The paper bungles the news in the stories it does cover. The April 16 Times’ front page featured a march in Afghanistan, where some 300 women turned out to protest a new law that severely limits the rights of women. “Women are mostly illiterate in this impoverished country, and they do not, generally speaking, enjoy anything near the freedom accorded to men,” the paper noted.
What’s changed? Well, women in Afghanistan today have the ability to protest only because the United States led a coalition to remove the Taliban in 2001 and allow an elected government to run the country. That’s the sort of fact that never seems to make The New York Times’ front page.
Sadly, this is the model so many newspapers across the country have chosen to follow. However, the failure of the Times could begin to change that.
This brings to mind the breakup of AT&T in 1982. At the time it seemed frightening to many. Here was a model that had worked for decades -- what would happen to the telecommunications industry without its giant leader?

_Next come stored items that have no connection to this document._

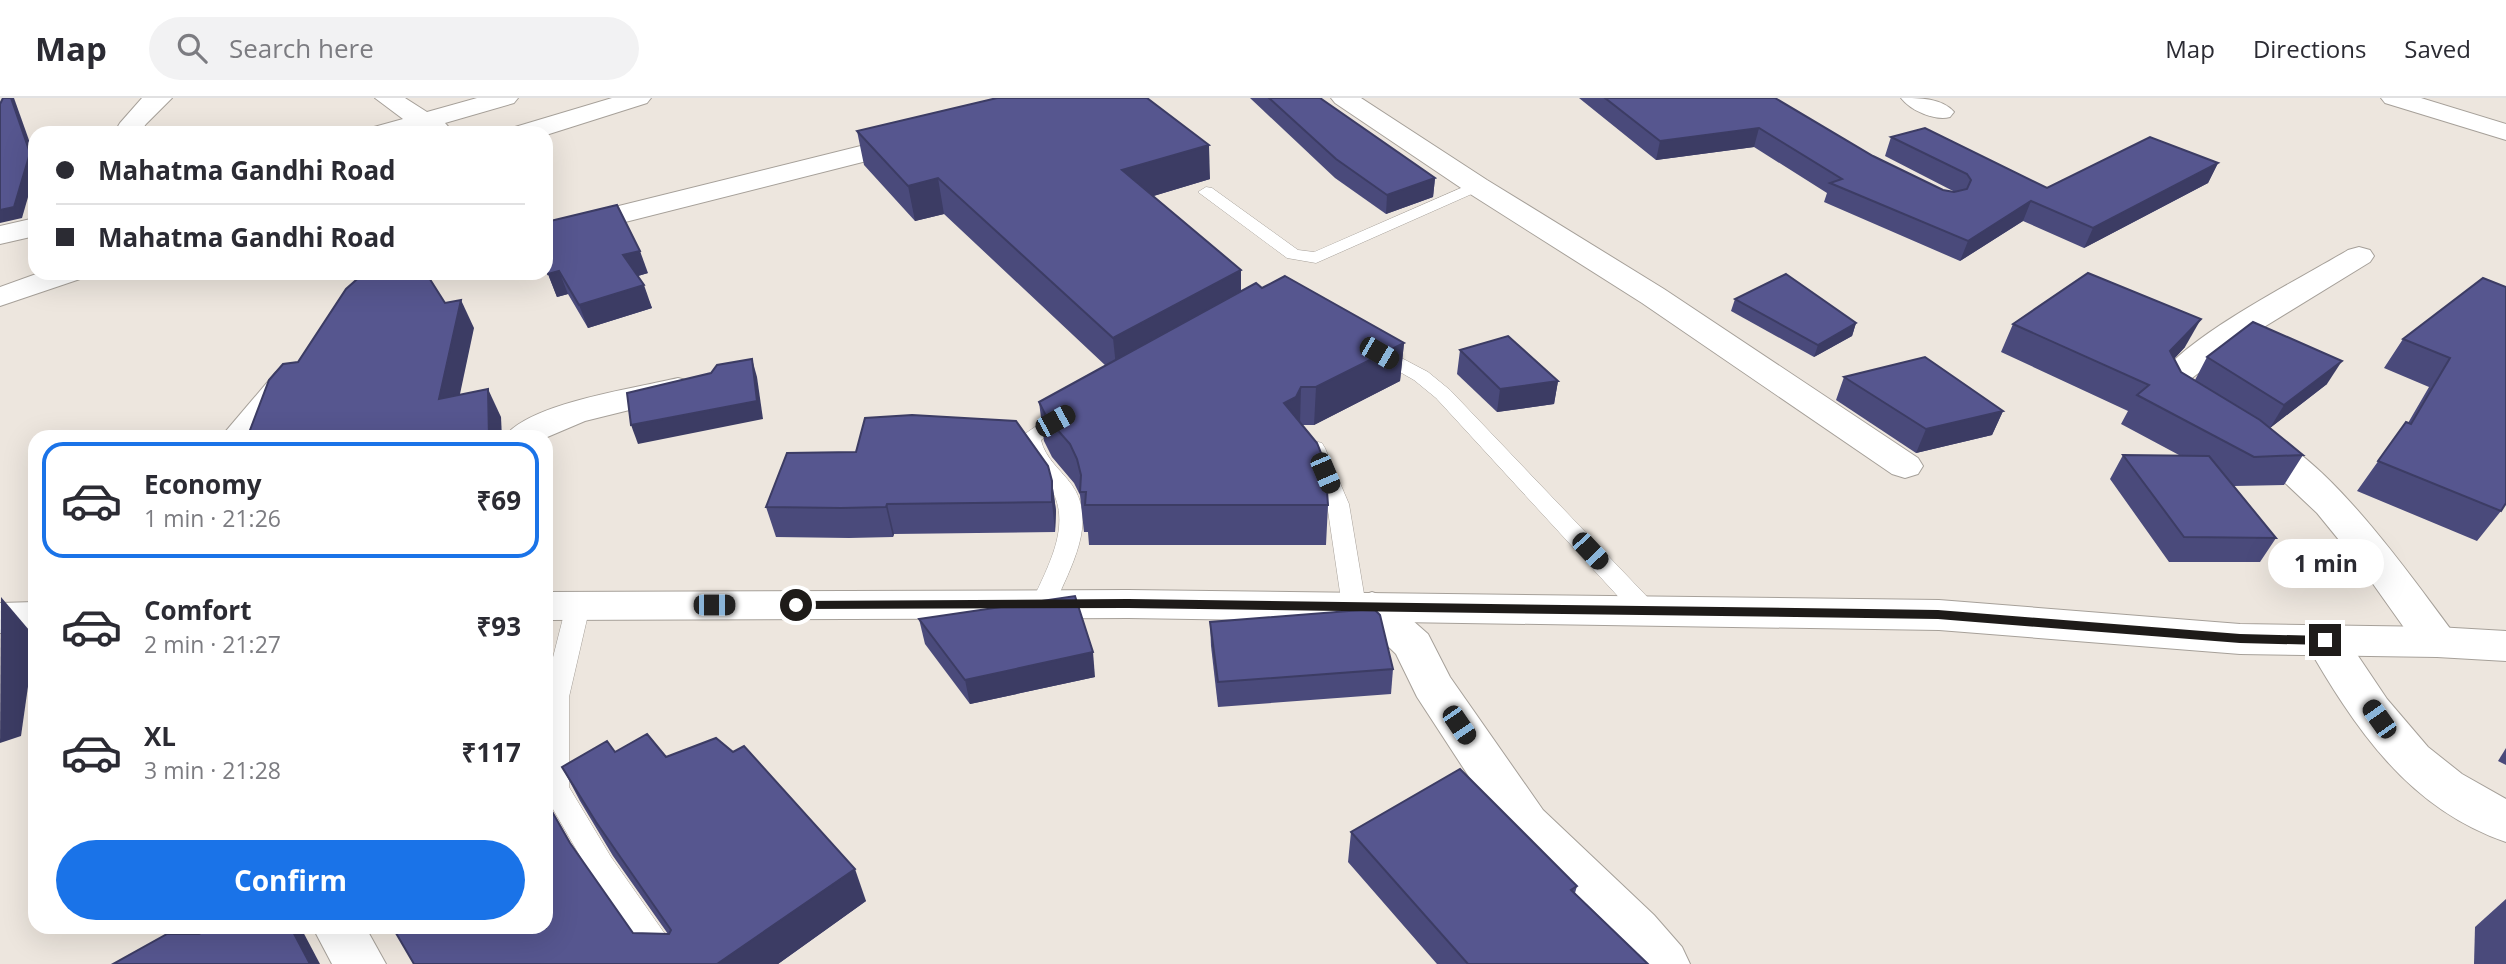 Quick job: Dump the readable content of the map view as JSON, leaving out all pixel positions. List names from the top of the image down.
{
  "page": {
    "header": "Map",
    "search": "Search here",
    "nav": ["Map", "Directions", "Saved"],
    "banner": ["Mahatma Gandhi Road", "Mahatma Gandhi Road"],
    "list": [
      {
        "name": "Economy",
        "note": "1 min · 21:26",
        "value": "₹69"
      },
      {
        "name": "Comfort",
        "note": "2 min · 21:27",
        "value": "₹93"
      },
      {
        "name": "XL",
        "note": "3 min · 21:28",
        "value": "₹117"
      }
    ],
    "bubble": "1 min",
    "buttons": "Confirm"
  }
} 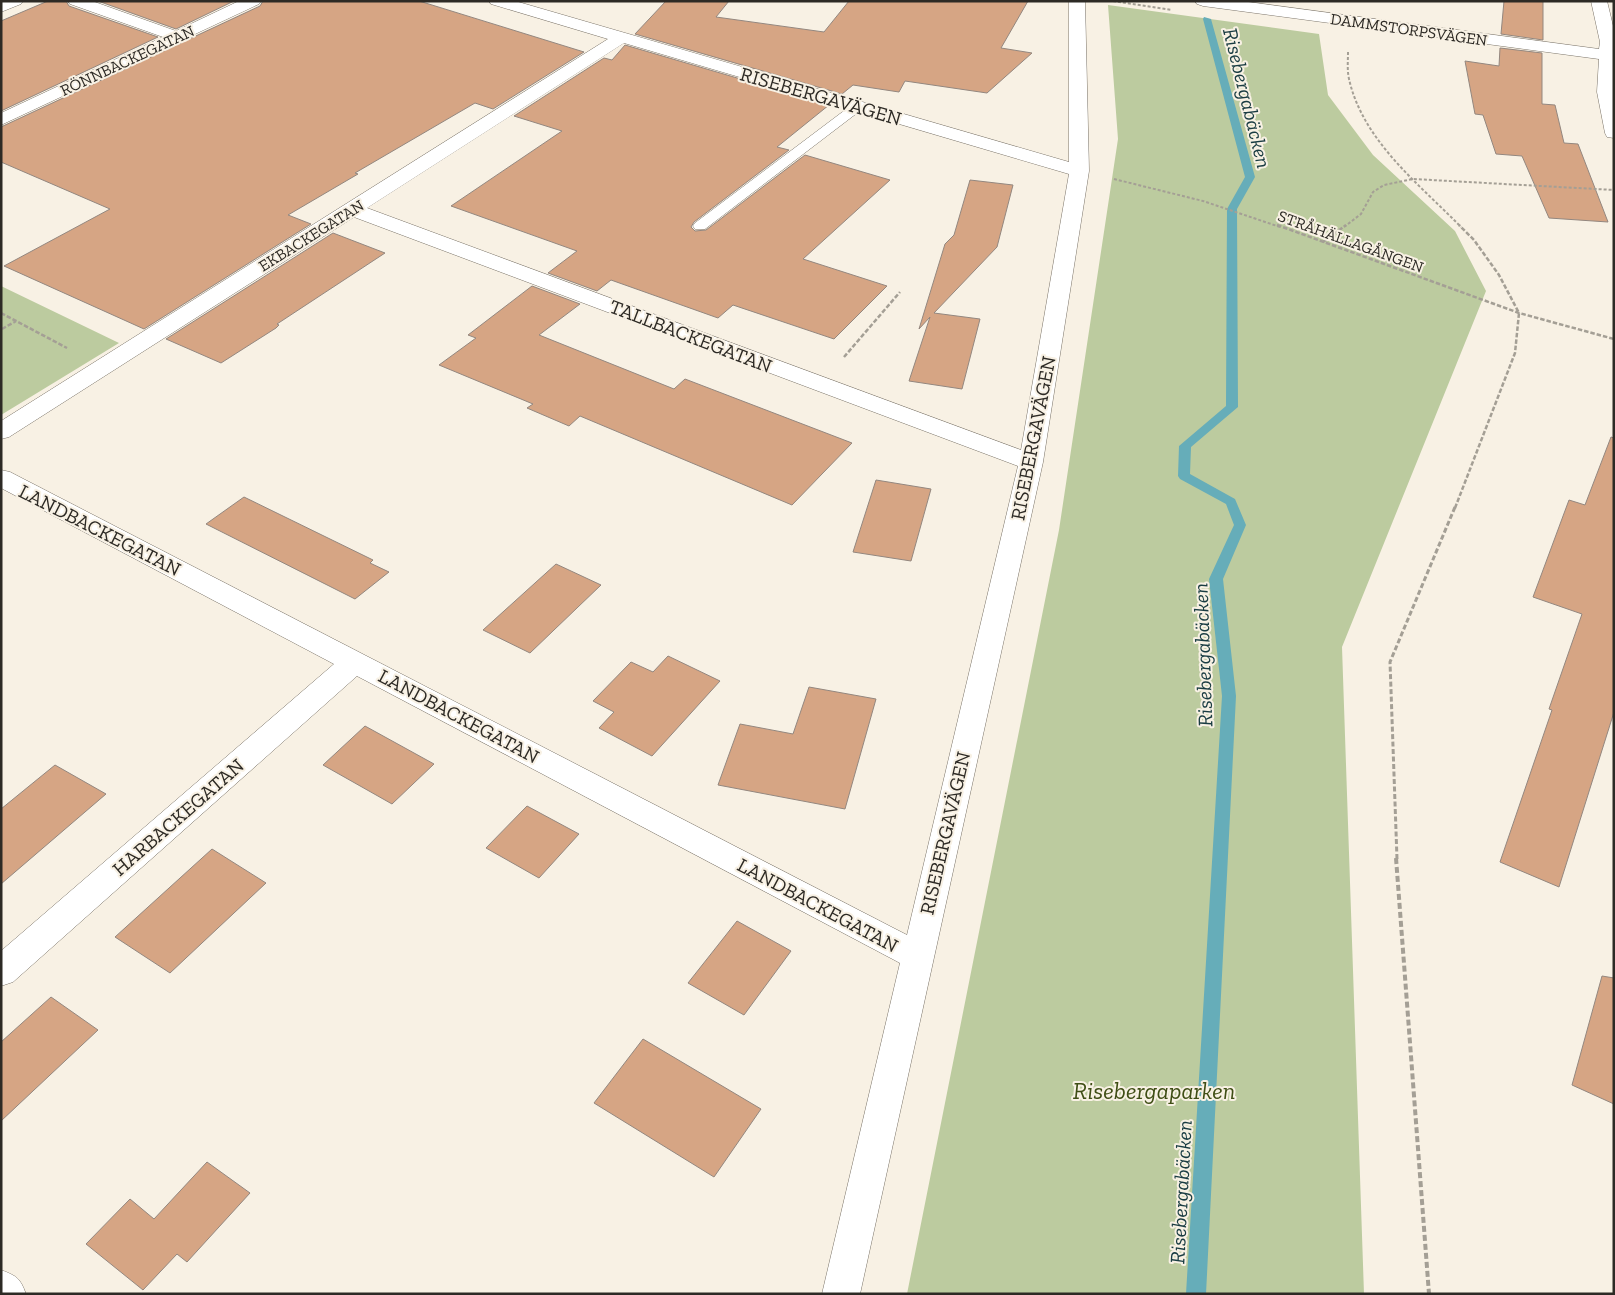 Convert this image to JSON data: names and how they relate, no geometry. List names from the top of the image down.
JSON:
{
  "streets": {
    "street": [
      "DAMMSTORPSVÄGEN",
      "RÖNNBACKEGATAN",
      "RISEBERGAVÄGEN",
      "EKBACKEGATAN",
      "TALLBACKEGATAN",
      "LANDBACKEGATAN",
      "HARBACKEGATAN"
    ],
    "path": ["STRÅHÄLLAGÅNGEN"]
  },
  "crossings": [
    ["RISEBERGAVÄGEN", "EKBACKEGATAN"],
    ["RISEBERGAVÄGEN", "STRÅHÄLLAGÅNGEN"],
    ["RISEBERGAVÄGEN", "TALLBACKEGATAN"],
    ["RISEBERGAVÄGEN", "LANDBACKEGATAN"],
    ["EKBACKEGATAN", "TALLBACKEGATAN"],
    ["LANDBACKEGATAN", "HARBACKEGATAN"]
  ],
  "water": ["Risebergabäcken"],
  "parks": ["Risebergaparken"]
} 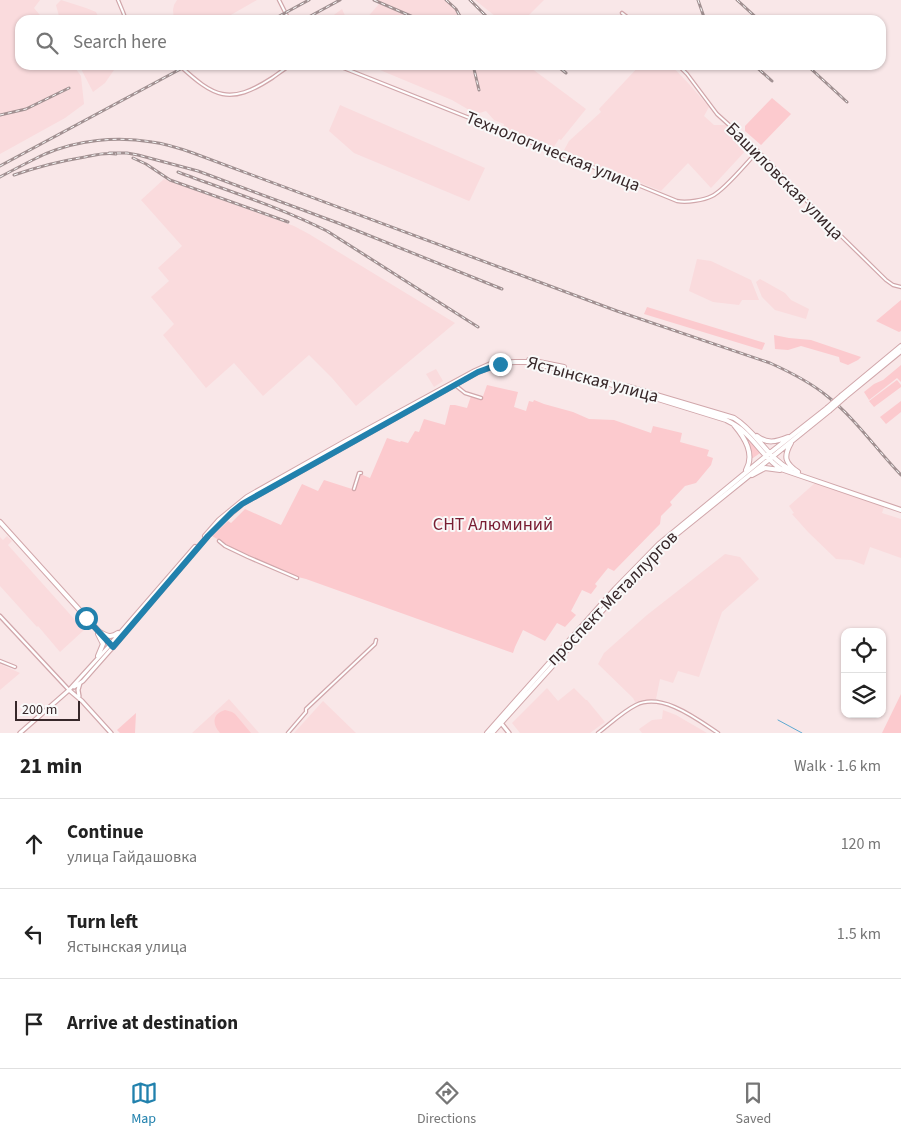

What happened was competition. First in long distance, eventually in wireless technology. Today the very idea of a “long distance call” seems quaint. Virtually any call can be placed on a cell phone, and almost everyone has hundreds, even thousands, of minutes per month. However, this new world of portability and convenience wouldn’t have come about if AT&T had retained its monopoly.
As Mark Steyn noted on National Review’s “The Corner” blog recently, “The net result of the industry’s craven abasement before the Times is that American newspapering is dead as dead can be.” Sad but true.
Maybe, though, the death of one big paper will lead to the rebirth of many others.